» **WHAT YOU WILL DO**
Check every line of the entries for "right", and copy the lines that hold it.

» **DATA FOR ANALYSIS**
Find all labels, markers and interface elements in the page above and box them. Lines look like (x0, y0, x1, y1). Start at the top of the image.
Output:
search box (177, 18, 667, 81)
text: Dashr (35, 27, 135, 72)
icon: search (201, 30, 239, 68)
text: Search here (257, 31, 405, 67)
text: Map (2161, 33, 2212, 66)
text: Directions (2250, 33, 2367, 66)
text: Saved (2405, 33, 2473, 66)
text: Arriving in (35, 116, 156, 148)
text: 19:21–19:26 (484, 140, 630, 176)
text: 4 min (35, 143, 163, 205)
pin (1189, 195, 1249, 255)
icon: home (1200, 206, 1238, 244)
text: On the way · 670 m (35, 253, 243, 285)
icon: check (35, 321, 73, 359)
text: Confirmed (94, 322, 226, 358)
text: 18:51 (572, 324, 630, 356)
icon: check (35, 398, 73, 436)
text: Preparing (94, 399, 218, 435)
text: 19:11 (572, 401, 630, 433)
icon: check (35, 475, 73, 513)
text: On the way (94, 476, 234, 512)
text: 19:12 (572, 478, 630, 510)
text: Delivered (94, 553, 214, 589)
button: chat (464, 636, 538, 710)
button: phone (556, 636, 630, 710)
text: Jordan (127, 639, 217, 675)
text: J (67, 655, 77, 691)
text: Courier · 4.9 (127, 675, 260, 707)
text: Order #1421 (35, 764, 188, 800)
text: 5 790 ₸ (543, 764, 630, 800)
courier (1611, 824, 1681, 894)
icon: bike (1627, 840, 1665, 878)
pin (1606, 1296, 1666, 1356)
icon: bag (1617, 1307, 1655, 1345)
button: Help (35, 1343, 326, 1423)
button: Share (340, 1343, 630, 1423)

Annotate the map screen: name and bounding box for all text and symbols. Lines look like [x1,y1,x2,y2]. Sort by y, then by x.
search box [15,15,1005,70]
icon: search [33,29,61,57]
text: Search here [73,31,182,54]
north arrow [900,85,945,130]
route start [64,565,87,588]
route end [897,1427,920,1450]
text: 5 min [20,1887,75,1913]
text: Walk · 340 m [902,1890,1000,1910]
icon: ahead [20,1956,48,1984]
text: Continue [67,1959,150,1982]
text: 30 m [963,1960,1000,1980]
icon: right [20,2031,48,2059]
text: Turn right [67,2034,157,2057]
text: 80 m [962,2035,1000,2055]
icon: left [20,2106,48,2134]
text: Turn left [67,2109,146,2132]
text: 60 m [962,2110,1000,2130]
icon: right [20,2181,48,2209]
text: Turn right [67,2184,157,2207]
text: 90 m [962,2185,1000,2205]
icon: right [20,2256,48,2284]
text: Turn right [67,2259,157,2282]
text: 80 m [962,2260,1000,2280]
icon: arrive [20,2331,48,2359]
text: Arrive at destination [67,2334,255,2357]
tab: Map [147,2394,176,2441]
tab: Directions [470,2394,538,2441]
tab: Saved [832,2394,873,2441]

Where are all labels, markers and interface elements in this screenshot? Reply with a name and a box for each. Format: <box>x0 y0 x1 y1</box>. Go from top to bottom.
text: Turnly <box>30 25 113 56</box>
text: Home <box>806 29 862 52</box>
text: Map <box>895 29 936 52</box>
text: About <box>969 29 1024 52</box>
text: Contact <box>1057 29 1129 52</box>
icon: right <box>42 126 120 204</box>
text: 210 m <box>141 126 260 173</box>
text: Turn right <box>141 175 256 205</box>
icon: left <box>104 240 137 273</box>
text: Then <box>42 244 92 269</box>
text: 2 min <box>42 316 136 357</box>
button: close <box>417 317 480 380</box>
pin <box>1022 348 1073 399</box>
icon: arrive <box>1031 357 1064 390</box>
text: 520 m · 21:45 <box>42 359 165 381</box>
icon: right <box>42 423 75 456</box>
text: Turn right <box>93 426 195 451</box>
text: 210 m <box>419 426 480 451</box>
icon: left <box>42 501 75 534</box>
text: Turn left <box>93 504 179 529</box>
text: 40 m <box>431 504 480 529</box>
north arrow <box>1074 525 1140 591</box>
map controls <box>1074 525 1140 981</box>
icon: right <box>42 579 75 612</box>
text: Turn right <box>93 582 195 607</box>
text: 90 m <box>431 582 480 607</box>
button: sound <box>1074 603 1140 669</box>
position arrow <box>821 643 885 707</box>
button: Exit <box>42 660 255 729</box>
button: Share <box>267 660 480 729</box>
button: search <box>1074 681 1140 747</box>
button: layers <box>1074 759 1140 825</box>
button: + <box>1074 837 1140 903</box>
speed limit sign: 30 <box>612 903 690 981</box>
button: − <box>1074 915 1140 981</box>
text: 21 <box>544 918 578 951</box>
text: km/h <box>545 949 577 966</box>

» **ANSWER BELOW**
icon: right [20,2031,48,2059]
text: Turn right [67,2034,157,2057]
icon: right [20,2181,48,2209]
text: Turn right [67,2184,157,2207]
icon: right [20,2256,48,2284]
text: Turn right [67,2259,157,2282]
icon: right <box>42 126 120 204</box>
text: Turn right <box>141 175 256 205</box>
icon: right <box>42 423 75 456</box>
text: Turn right <box>93 426 195 451</box>
icon: right <box>42 579 75 612</box>
text: Turn right <box>93 582 195 607</box>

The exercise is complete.